I had a longish chat with Jackson Browne at a party in either ’94 or ’95. Me, him and a couple of ladies, I mean. (It was a post-Oscar soiree at the Mondrian on the Sunset Strip, I think.) The point is that I liked how he thought in long sentences, and how he stayed with a thought (his or someone else’s) and how he tried to develop it and push it along, and how he really seemed to listen and engage and make an effort to stay away from the usual chit-crap.
For years I’d been a fan of Browne’s songs like everyone else, but after that night I knew first-hand that he was genuine and grounded as far as it went, and that he really disliked being glib or skirting or going “yeah, yeah, uh-huh” without really listening.
So that memory plus my having, oh, six or seven of his songs on my iPhone opened a little door to an interview with Browne (q & a plus two video clips) that TheWrap‘s Sharon Waxman posted yesterday evening. The press-shy Browne spoke with Waxman to help publicize a 6.9 benefit concert at downtown L.A.’s Orpheum Theater for Success Through the Arts Foundation. Browne will be sharing the bill with Wayne Shorter and Lizz Wright.
Waxman: “Are you involved in the presidential campaign?”

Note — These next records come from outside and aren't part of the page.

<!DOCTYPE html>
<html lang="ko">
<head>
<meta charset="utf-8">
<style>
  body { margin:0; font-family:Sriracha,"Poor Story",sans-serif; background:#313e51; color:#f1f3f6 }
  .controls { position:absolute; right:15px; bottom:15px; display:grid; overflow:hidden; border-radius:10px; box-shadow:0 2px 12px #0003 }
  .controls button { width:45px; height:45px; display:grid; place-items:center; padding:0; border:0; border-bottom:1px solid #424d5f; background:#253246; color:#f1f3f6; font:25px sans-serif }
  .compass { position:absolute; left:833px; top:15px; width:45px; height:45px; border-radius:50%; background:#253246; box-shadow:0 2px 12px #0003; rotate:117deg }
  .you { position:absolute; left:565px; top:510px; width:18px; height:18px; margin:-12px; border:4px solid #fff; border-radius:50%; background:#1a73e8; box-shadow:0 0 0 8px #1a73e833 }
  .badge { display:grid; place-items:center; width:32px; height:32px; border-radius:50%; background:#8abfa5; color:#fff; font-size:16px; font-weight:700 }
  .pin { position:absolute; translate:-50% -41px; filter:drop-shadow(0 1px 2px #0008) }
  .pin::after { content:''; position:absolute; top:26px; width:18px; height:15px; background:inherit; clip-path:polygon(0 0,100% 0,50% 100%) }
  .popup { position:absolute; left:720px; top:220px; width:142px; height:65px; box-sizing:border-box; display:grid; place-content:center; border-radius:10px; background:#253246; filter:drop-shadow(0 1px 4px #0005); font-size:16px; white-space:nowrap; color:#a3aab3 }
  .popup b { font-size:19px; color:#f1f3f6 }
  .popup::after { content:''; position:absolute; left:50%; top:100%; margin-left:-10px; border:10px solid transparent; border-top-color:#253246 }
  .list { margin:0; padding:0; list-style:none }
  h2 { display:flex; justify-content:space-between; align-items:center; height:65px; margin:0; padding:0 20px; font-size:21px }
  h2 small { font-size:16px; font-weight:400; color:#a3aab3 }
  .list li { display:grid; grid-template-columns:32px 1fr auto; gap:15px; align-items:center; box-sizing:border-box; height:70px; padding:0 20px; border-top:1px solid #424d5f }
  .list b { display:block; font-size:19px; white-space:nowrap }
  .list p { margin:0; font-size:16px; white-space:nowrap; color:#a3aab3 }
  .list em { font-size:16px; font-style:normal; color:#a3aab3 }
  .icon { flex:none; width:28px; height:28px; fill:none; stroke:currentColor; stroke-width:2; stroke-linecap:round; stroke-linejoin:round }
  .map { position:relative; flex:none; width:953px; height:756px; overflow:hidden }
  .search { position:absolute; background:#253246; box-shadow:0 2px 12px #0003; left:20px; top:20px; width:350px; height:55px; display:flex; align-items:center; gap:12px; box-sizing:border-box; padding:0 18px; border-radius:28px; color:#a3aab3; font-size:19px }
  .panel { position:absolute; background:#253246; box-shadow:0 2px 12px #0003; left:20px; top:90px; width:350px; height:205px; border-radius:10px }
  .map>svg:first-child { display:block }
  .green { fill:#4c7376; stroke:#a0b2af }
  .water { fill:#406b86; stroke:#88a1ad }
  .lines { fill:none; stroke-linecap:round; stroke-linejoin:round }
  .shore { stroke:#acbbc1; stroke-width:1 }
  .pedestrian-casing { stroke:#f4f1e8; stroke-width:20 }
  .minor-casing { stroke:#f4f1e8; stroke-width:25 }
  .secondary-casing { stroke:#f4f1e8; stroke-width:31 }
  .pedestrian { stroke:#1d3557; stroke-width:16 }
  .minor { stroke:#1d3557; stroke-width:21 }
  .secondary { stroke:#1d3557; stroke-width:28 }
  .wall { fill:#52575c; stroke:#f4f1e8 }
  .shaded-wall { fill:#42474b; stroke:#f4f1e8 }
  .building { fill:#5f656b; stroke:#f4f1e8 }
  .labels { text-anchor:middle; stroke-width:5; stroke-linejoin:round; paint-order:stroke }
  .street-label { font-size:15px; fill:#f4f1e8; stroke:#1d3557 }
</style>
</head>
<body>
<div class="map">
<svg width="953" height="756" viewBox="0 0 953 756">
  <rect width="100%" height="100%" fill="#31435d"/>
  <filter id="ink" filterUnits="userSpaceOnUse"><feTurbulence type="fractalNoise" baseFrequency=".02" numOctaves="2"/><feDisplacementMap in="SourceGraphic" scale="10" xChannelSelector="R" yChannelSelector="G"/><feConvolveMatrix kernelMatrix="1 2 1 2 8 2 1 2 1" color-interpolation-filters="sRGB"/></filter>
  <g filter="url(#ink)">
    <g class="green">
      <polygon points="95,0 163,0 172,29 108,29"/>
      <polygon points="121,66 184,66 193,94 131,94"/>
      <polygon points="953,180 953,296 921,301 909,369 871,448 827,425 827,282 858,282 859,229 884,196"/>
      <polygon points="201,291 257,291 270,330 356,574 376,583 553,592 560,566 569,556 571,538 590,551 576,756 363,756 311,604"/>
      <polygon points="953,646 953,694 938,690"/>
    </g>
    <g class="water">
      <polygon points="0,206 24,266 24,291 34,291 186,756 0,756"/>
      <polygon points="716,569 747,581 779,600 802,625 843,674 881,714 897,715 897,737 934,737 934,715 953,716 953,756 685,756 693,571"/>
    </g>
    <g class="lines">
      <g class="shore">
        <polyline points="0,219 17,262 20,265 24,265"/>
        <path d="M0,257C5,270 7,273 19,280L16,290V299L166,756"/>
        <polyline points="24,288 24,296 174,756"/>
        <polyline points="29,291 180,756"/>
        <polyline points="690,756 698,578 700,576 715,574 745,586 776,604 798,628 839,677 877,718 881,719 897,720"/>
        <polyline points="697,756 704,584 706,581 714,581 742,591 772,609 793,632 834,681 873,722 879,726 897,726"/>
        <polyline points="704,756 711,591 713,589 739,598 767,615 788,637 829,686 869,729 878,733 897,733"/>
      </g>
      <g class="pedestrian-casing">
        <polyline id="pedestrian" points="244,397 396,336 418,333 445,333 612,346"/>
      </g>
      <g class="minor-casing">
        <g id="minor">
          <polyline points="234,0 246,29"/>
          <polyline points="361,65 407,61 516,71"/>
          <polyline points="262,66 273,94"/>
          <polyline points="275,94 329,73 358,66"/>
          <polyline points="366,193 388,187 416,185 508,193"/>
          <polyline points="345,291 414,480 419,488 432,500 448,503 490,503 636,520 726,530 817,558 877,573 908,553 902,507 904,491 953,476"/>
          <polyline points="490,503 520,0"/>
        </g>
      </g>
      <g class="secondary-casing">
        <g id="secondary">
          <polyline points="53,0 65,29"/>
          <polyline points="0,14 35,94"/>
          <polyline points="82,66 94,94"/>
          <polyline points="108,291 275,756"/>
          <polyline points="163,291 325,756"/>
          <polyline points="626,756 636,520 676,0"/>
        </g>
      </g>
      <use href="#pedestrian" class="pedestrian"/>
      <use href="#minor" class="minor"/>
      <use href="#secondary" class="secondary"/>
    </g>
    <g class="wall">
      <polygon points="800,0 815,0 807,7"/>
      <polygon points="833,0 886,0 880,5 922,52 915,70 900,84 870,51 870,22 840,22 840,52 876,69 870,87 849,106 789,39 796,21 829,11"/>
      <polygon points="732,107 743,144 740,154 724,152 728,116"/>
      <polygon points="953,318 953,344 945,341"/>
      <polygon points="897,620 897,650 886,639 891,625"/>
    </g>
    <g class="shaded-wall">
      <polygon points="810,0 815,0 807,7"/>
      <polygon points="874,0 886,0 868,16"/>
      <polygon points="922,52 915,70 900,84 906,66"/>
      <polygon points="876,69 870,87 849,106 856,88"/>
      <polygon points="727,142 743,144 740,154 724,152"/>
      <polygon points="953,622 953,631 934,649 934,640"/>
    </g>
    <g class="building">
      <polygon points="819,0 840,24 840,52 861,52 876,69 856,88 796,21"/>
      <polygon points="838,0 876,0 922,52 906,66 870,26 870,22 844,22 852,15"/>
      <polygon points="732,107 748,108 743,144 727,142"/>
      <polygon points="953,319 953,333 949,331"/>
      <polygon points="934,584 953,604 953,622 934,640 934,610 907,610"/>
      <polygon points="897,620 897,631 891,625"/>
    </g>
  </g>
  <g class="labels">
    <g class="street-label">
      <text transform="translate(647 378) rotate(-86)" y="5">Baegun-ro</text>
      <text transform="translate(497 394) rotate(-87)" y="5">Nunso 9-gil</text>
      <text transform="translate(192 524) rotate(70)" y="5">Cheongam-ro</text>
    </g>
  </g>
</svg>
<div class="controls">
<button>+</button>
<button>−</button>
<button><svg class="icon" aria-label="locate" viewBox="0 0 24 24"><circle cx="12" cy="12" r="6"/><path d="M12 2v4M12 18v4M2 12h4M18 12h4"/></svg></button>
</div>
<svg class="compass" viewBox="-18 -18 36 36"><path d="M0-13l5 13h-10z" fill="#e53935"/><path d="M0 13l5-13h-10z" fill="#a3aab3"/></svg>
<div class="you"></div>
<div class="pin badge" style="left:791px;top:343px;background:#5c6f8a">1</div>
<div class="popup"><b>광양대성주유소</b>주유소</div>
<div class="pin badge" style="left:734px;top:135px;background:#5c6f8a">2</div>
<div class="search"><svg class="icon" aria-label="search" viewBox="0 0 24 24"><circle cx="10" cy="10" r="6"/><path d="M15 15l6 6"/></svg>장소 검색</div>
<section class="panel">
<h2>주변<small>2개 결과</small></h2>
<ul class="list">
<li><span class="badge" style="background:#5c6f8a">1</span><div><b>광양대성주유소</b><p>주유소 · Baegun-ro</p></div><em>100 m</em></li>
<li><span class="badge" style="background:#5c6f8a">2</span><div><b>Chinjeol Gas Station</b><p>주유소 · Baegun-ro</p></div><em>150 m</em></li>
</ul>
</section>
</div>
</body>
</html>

Browne: “No, I’m not. Actually I sort of turned a corner and decided that one of the problems in our political system is the money. However, I’m involved politically, and I’m very interested in the Occupy (Wall Street) movement.
“I’m very interested in what people do individually and in groups, and it wouldn’t and shouldn’t be a fucking surprise to anybody that I’m going to vote for Obama — but honestly Obama once again has joined the ranks of the lesser of two evils. The great parade of people that the progressives get to vote for who are the lesser of two evils and who don’t really represent what I believe in any overwhelming balance.
“Look, Obama told me in a personal conversation that he wasn’t up for any new (nuclear) plants. Obviously, he changed his mind at some point. But what a surprise that one of his main supporters is the energy company, Exelon — which has nuclear plants — and that he would suddenly change his policy.
“I don’t know what we would expect. He’s just as a beholden to the people who put him in office as any of the Republicans would be. But what’s a mystery to me is how he installed pretty much the exact same infrastructure in his administration that deals with finances as the administration that we thought we voted out. That’s really a shocker.”